Burris, H.A., III, Belani, C.P., Kaufman, P.A., An, G., Schwartzberg, L.S., Paroly, W.S., . . . Saven, A. (2010). Pegfilgrastim on the same day versus next day of chemotherapy in patients with breast cancer, non-small-cell lung cancer, ovarian cancer, and non-Hodgin's lymphoma: Results of four multicancer, double-blind, randomized phase II studies. Journal of Oncology Practice, 6, 133–140.

The purpose of the study was to compare severe neutropenia duration and incidence of febrile neutropenia in patients getting chemotherapy with pegfilgrastim on the same day or 24 hours later.

Four studies were analyzed separately, and data were not compiled for overall analysis across cancer types. In all settings, patients were randomly assigned to either receive pegfilgrastim 6 mg on the last day of the chemotherapy cycle and placebo injection 24 hours later, or placebo on the last day of the cycle and pegfilgrastim 6 mg 24 hours later. Anti-infective prophylaxis was not allowed. Incidence of grade 4 neutropenia was the primary study endpoint, and patients were included and analyzed for one cycle. Complete blood counts were obtained weekly for each chemotherapy cycle.

• 275 participants were included.
• The mean age was 58.6 years.
• Females made up 67.6% of the sample; males made up 32.4%.
• This report is of four studies with the same design, one in breast cancer cases, one in non-Hodgkin lymphoma, one in non-small cell lung cancer, and one in ovarian cancer.
• Disease stages varied
   

• Multi-site (74 sites in the United States) 
• Setting type was not specified  

Active antitumor treatment

Randomized, double-blind placebo controlled

Not stated

In the breast study, grade 4 neutropenia was reported in 93% of same day patients and 78% of next day patients. Mean duration of severe neutropenia was 1.2 days longer in the same day group. In the lymphoma study, severe neutropenia was reported among 86% of same day pegfilgrastim patients and 64% of next day patients. Mean duration of severe neutropenia was 0.9 days longer in the same day group. Incidence of febrile neutropenia was essentially the same in both groups. In the lung cancer group, only 5% of patients experienced severe neutropenia. Analysis of the ovarian group was not done due to study closure prior to obtaining a sufficient sample. Authors report that noninferiority statistical analysis showed that next day pegfilgrastim was not inferior to same day pegilgrastim.

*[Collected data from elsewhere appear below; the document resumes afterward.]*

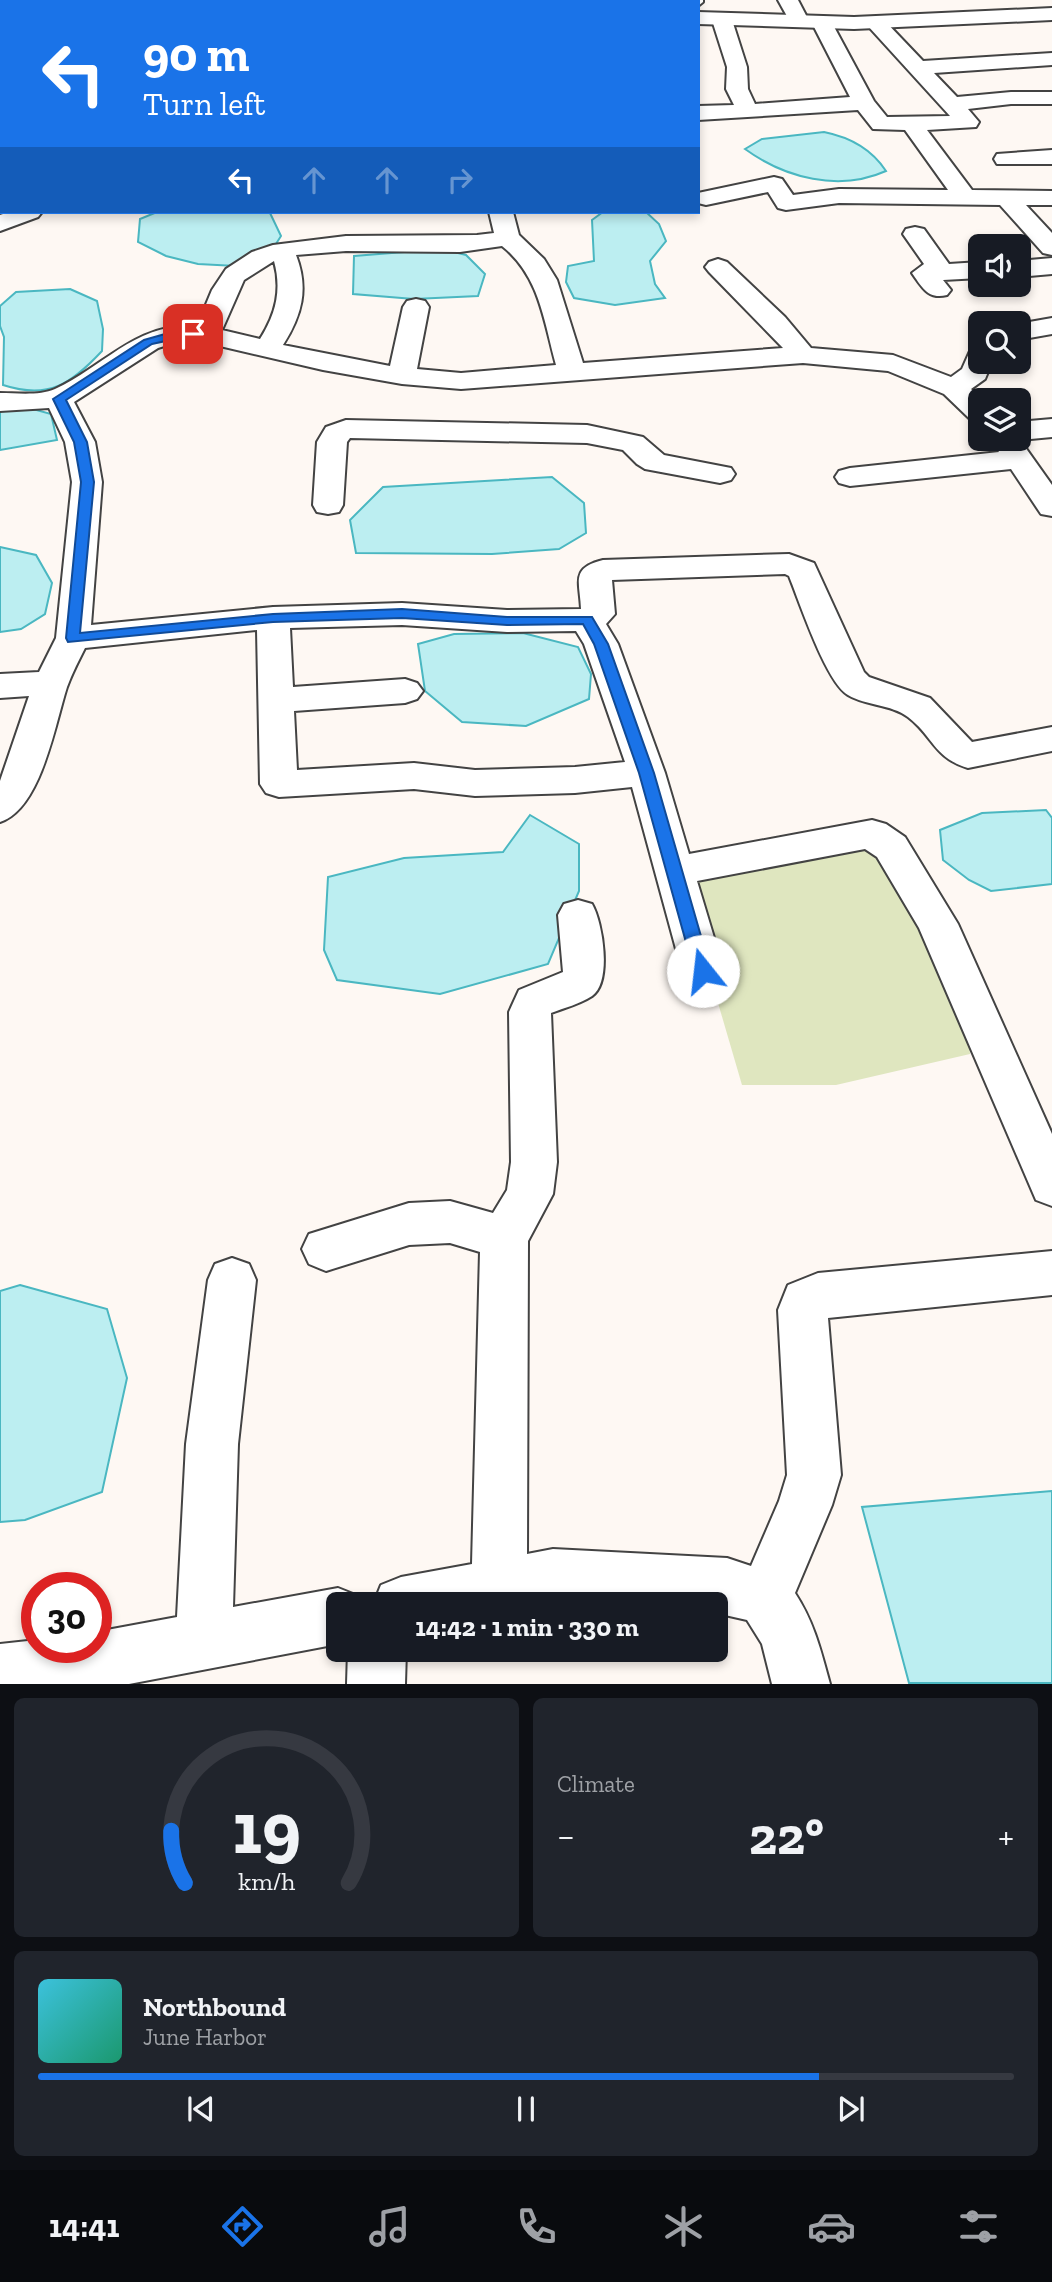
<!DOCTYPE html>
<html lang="en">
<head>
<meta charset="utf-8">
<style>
  :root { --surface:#171b24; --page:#20242c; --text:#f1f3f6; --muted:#9ea1a6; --line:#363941; --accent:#1a73e8 }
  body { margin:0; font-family:"Zilla Slab",serif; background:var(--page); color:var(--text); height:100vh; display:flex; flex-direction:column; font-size:26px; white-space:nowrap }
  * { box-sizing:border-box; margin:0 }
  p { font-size:23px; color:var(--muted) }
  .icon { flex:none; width:38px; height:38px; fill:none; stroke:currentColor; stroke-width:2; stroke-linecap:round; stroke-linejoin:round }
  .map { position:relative; height:1684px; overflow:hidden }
  .side { display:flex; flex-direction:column; gap:14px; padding:14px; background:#0d0f14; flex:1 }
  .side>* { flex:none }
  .banner { position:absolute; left:0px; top:0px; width:700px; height:214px; box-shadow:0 4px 10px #0003; background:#1a73e8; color:#fff; overflow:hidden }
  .tools { position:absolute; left:968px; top:234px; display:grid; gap:14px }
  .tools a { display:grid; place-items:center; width:63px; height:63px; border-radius:10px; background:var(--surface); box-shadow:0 4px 10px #0003; font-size:35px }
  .speed { position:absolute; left:21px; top:1572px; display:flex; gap:14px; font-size:35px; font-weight:700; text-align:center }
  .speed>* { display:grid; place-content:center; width:91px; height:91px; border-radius:50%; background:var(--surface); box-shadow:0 4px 10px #0003; line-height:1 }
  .speed .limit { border:10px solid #d22; background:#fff; color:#111 }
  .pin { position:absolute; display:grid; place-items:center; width:60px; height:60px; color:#fff; margin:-30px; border-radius:14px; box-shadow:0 4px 10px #0006 }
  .me { position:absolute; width:77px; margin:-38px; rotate:344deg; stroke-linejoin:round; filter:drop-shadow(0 0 5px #0008) }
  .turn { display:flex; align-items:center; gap:24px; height:147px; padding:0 28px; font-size:32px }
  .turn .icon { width:91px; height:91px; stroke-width:2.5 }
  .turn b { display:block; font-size:49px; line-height:60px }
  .lanes { display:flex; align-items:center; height:66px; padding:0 28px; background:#0003; justify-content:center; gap:35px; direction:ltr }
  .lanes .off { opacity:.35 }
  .big { font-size:52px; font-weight:700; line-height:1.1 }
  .side .card { flex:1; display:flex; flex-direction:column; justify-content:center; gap:10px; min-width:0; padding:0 24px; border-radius:10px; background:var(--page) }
  .side .dial { align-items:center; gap:0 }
  .dial svg { height:182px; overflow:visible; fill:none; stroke:var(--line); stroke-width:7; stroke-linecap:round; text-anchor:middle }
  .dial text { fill:var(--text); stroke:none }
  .song { display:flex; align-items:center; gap:21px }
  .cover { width:84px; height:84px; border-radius:10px; background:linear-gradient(135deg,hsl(190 70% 55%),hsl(160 70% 35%)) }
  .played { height:7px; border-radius:4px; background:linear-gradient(90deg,var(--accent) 80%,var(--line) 80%) }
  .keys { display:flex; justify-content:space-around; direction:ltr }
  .heat { display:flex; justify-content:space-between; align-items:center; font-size:38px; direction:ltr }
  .side .tiles { flex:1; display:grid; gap:14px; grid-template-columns:1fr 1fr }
  .card:last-child { grid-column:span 2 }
  .trip { position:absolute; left:326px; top:1592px; width:402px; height:70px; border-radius:10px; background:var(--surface); box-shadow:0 4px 10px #0003; font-weight:700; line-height:70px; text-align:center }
  .dock { display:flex; height:112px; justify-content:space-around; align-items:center; background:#090b0e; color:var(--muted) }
  .dock .icon { width:49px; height:49px }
  .dock .current { color:var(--accent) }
  .dock b { font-size:32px; color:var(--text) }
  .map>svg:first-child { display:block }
  .green { fill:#dfe6bf }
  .water { fill:#bceef1; stroke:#4ab7c1; stroke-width:2 }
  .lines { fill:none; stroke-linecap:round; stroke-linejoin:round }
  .minor-casing { stroke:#434343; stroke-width:4 }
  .tertiary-casing { stroke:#434343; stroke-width:4 }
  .minor { fill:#fff; fill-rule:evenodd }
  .tertiary { fill:#fff; fill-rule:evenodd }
  .route { fill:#1a73e8; stroke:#114b97; stroke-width:2 }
</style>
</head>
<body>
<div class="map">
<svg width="1052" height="1684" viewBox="0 0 1052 1684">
  <rect width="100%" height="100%" fill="#fef8f3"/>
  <polygon class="green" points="900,838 963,973 970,1054 836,1085 742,1085 678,866"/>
  <g class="water">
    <path d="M824,132C849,137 871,148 886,171C839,192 785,178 745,149L762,139Z"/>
    <polygon points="157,212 265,212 270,213 281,236 274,247 236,266 198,264 166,256 138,242 140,219"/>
    <polygon points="603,212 646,212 659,224 666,241 650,261 655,284 665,298 615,305 574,298 566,282 568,266 594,261 592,220"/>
    <polygon points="442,249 466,255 485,274 478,296 414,299 353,294 354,256"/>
    <path d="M70,289L97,301L103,329L102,351C71,384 49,400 3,385L4,337L0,326V306L16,292Z"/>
    <polygon points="22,406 51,414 57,440 0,450 0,407"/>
    <polygon points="552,477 584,503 586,533 559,549 492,554 356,553 350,520 383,487"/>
    <polygon points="0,547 36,555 52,583 45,614 21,629 0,632"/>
    <polygon points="523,633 578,647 591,674 589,699 526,726 462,722 425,691 418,644 454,634"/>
    <polygon points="1046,810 1052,818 1052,884 991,891 969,880 943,860 940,830 982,813"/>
    <polygon points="530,815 579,844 579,891 548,964 440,994 337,980 324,950 328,877 404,858 503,852"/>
    <polygon points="20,1285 107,1309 127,1378 102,1492 25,1520 0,1522 0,1291"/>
    <polygon points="1052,1491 1052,1683 909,1683 862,1507"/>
  </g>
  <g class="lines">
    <g class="minor-casing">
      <g id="minor">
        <polygon points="126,0 146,0 126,2"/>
        <polygon points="546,0 566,0 566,2 547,2"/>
        <rect x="621" y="0" width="20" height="2"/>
        <polygon points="683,0 703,0 703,2 698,6 698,2"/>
        <polygon points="778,0 798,0 810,23 807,27 793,27"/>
        <polygon points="722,14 732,20 747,67 748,89 755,104 850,97 812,23 822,17 832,23 874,101 887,117 950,116 868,26 865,22 868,18 882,18 923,61 1052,53 1052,65 934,73 957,97 1011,92 1052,92 1052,104 1011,104 968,109 979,122 976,127 927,130 972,190 1052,191 1052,205 1026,205 1052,233 1052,255 1043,253 1000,205 839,203 786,210 778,208 768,192 706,205 698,203 698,193 774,177 782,179 793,195 839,189 948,190 905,130 873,129 858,110 698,120 698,106 734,105 726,89 727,67 712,20"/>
        <rect x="0" y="72" width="2" height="12"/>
        <polygon points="1052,150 1052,164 997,164 994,159 997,154"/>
        <path d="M489,212H513L519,235L544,259L557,280L583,363L783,348L709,272L705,267L709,262L718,259L727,262L785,317L811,348L893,355L951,377L962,369L970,351L980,349V362H992L985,379L971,389L984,401H980V422L970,419L944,394L888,371L803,363L461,389L402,384L323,370L207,343L180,341L158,348L74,402L95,442L102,482L91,625L273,607L402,603L507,610L581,609C580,582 570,568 603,560L789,554L814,563L864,672L869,677L930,698L972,742L1052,727V751L968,768C934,758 933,736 908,717C891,704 866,706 848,695C826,682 800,603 789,576L785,574L612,580L615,614L606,624L618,644L665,773L689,854L872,820L886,824L905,837L958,924L1052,1134V1206L1036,1200L919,928L877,857L865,849L697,881L724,971L718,983L703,987L688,983L682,971L632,787L575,793L475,796L414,789L279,797L266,793L260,784L257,630L85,648C79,660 72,673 67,687C55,724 41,809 0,822V781L29,696L0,698V674L39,672L56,638L72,482L65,442L49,408L0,411V393C16,393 40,396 55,389C105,366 136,322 197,326L212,290L226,269L252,252L273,245L346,236L477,235L494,233ZM502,246C540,276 544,322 556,365L461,373L417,369L429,307L425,301L416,299L407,301L403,307L390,366L283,345C302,315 309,289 296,255L346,251L460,252ZM274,261C282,290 276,314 260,339L222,330L244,280ZM402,625L507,632L576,631L584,644L625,762L575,767L475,770L414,763L297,770L294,711L405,703L417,699L423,691L417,683L405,679L293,687L290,628Z"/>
        <path d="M915,227L924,229L949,264L980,262V278L943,280L951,290L947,295C928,300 922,287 912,273L924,264L903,234L906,229Z"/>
        <polygon points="1052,258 1052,274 1018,277 1018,261"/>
        <polygon points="1052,318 1052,334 1018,340 1018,324"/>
        <polygon points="1052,419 1052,437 1020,440 1052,485 1052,516 1041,514 1011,469 850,486 839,483 835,477 839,471 850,468 999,452 991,439 1018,439 1018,422"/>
        <polygon points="346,420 587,425 643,437 664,455 731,468 735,474 731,480 720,483 645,469 637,464 623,450 587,443 350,438 347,442 343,505 339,512 328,514 317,512 313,505 317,442 326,427"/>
        <path d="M578,900L592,904C603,923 612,982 592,996C580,1004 564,1008 551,1013L557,1162L553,1194L528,1241L527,1554L553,1549L727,1558L751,1566L779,1501L787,1475L778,1310L788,1285L818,1273L1052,1251V1295L828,1318L841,1475L832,1505L795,1593C814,1622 821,1651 830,1684H772L762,1644L747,1620L716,1613V1605H373L381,1585L401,1577L472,1564L480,1252L450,1243L409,1245L326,1271L309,1264L302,1249L309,1234L409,1203L450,1201L493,1213L507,1190L511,1162L509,1012L519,990L563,972L558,915L564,904Z"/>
        <polygon points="232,1258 249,1264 256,1280 238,1444 233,1607 338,1588 358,1596 362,1605 338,1605 338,1644 129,1684 0,1684 0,1644 37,1640 37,1647 96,1647 96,1632 177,1617 186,1444 208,1280 215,1264"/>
        <polygon points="348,1650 406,1650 405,1684 347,1684"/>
      </g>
    </g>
    <g class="tertiary-casing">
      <g id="tertiary">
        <polygon points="1052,8 1052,20 854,29 698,24 698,12 854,17"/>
        <polygon points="9,212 42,212 38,217 0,231 0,215"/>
      </g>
    </g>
    <use href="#minor" class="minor"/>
    <use href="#tertiary" class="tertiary"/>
  </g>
  <polygon class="route" points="179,330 198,334 152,344 66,400 87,442 94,482 80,633 273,614 402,609 507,617 592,617 608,644 654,773 711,971 709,976 697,976 694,971 639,773 594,644 583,624 507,625 402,618 273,622 68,642 66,638 81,482 74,442 53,399 144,340"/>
</svg>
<div class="tools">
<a><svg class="icon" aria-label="sound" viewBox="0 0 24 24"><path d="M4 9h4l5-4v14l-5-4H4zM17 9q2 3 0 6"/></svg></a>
<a><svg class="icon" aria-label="search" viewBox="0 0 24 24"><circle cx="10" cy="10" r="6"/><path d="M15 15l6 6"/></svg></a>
<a><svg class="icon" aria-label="layers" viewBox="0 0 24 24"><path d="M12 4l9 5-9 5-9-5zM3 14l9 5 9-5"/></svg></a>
</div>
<div class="speed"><div class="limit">30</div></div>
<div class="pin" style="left:193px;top:334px;background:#d93025"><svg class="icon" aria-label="arrive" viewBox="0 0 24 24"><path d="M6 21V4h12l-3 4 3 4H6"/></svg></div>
<svg class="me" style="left:703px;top:971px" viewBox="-20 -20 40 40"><circle r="19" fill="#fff"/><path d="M0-13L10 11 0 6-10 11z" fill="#1a73e8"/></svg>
<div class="trip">14:42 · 1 min · 330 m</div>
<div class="banner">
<div class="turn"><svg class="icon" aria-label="left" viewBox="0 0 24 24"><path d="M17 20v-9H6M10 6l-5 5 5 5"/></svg><div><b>90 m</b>Turn left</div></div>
<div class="lanes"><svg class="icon" aria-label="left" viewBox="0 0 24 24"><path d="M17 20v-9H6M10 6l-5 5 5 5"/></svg><svg class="icon off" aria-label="ahead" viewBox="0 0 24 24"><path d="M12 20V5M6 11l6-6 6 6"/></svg><svg class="icon off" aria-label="ahead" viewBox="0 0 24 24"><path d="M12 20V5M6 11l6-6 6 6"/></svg><svg class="icon off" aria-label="right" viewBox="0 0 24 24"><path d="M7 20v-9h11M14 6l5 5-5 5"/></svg></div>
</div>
</div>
<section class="side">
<div class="tiles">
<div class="card dial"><svg viewBox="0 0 100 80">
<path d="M14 69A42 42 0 1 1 86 69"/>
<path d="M14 69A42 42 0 0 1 8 46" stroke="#1a73e8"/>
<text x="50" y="56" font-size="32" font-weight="700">19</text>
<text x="50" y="72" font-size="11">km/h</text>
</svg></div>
<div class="card"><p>Climate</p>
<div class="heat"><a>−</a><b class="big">22°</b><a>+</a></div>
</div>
<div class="card">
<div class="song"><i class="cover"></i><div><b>Northbound</b><p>June Harbor</p></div></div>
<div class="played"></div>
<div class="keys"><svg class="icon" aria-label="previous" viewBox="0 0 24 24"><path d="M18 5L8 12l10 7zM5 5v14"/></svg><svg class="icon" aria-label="pause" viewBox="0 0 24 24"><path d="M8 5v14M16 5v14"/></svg><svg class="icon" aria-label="next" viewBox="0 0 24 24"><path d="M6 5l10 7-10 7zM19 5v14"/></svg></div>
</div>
</div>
</section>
<nav class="dock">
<b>14:41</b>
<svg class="icon current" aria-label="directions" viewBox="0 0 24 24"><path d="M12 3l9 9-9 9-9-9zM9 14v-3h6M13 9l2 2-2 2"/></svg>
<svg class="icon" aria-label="music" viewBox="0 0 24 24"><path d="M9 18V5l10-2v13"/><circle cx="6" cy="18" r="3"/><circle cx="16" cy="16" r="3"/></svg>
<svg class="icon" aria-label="phone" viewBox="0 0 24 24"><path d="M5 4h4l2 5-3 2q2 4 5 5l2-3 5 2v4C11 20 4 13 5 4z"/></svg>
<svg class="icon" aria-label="climate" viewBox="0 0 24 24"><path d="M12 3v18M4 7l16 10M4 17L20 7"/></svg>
<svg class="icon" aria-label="car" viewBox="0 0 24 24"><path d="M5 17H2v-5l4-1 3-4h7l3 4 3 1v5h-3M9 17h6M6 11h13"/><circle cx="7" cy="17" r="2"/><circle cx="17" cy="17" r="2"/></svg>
<svg class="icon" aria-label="filters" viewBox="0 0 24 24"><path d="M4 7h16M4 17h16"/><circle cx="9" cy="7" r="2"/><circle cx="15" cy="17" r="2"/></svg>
</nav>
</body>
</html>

 Findings suggest that different timing of pegfilgrastim administration  within a two day window may not make a difference in incidence of severe neutropenia in these patient groups.

• Risk of bias(sample characteristics)
• Measurement/methods not described  
• Measurement validity/reliability questionable
• The authors note that some of the studies were underpowered to detect significant differences.
• Various samples were highly variable in terms of disease type and stage, and though data were reported by study, no further subgroup analysis was possible. 
• Method of measurement of grade of neutropenia was not described and timing of this determination not stated. 
• In some cases, it appears that analysis was done only in cycle 1 but, in other sections of the report, this is not clear.
• Chemotherapy agents used were not reported, so it is unclear how myelosuppressive they were and potential differences.

This report provides some information from four studies to examine differences in timing of administration of colony-stimulating factors. The most beneficial and cost-effective formulations, dosages, and timing have not been determined. This report has several limitations in study design and results reported.